Das jüngste Tattoo-Projekt sollte ein Giger-Bild von Li werden, der Lebensgefährtin Gigers. Er hatte sie in vielen seiner Werken verewigt. Sie litt an Depressionen und beging 1975 Suizid. Ich hatte mich für das Bild Li II entschieden. Im Zentrum steht der abgetrennte Kopf von Li, die Augen glasig, getrübt. Aber es ist kein toter Kopf, sondern einer der scheinbar am Leben erhalten wird. Ein Schlauch tritt in den Hals ein. Man weiß nicht ob er den Kopf mit etwas versorgt, oder Flüssigkeit daraus abläuft. Um diese Mitte herum baut sich das Bild auf. Lis Kopf scheint eingebettet oder eingewachsen in einer biomechanischen Struktur. Darüber türmen sich Schädel durch deren Höhlen sich eine Schlange windet. Der Kopf der Schlange ruht auf Lis Stirn mittig über dem Nasenansatz. Links und rechts neben den Schädeln sind zwei Gestalten mit Händen angedeutet, die Spraydosen halten, und sie wirken, als seien sie Gigers Hände, der dieses Bild in Airbrushtechnik geschaffen hat. Am linken und rechten Bildrand sind krabbenähnliche Wesen angeordnet, eine eher männlich, die andere weiblich, die nach oben in einen torsoähnlichen Körperteil übergehen, darüber Totenschädel, in die Trichtergefäße münden. Dieses Bild hatte mich schon immer fasziniert und irritiert. Und ich wusste, dass ich es eines Tages auf meiner Haut haben würde.
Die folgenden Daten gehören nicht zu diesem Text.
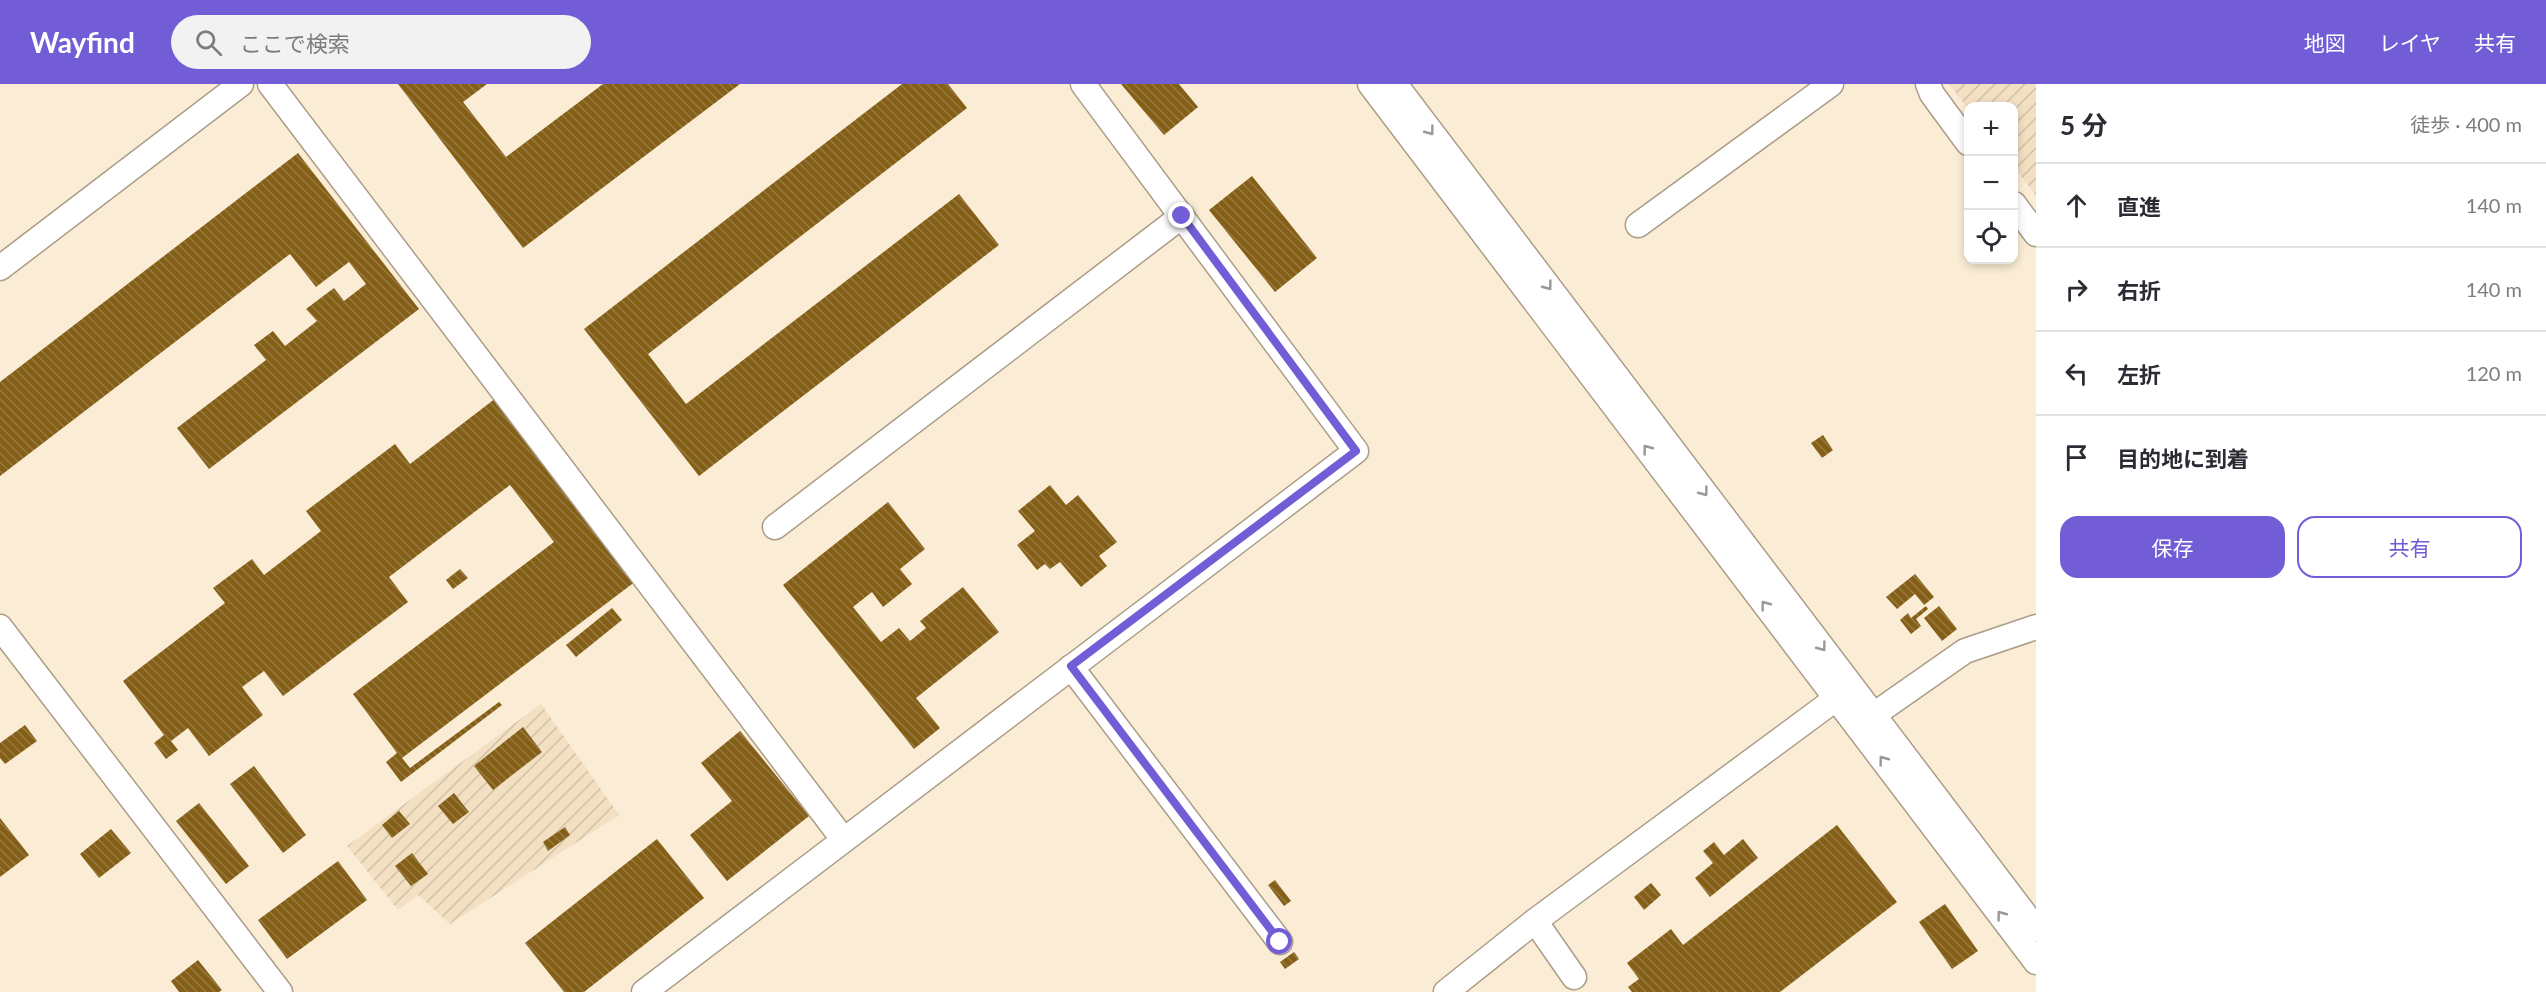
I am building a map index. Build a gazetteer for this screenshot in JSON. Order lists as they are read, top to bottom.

Nachdem ich dann eine Tätowiererin gefunden hatte, die Bilder qualitativ hochwertig auf die Haut übertragen kann, war das Projekt beschlossen. Ich brauchte einige schmerzhafte Sitzungen, bis Gigers Werk endlich fertig war.

HR Giger Li II
HR Giger Li II

Giger soll mal gesagt haben, dass es für ihn die größte Anerkennung sei, wenn jemand sich seinen Körper mit seiner Kunst verzieren lässt. Für mich sind diese Tattoos nun eine Reminiszenz an Giger, dem Künstler, mit dem ich ein Leben lang verbunden sein werde.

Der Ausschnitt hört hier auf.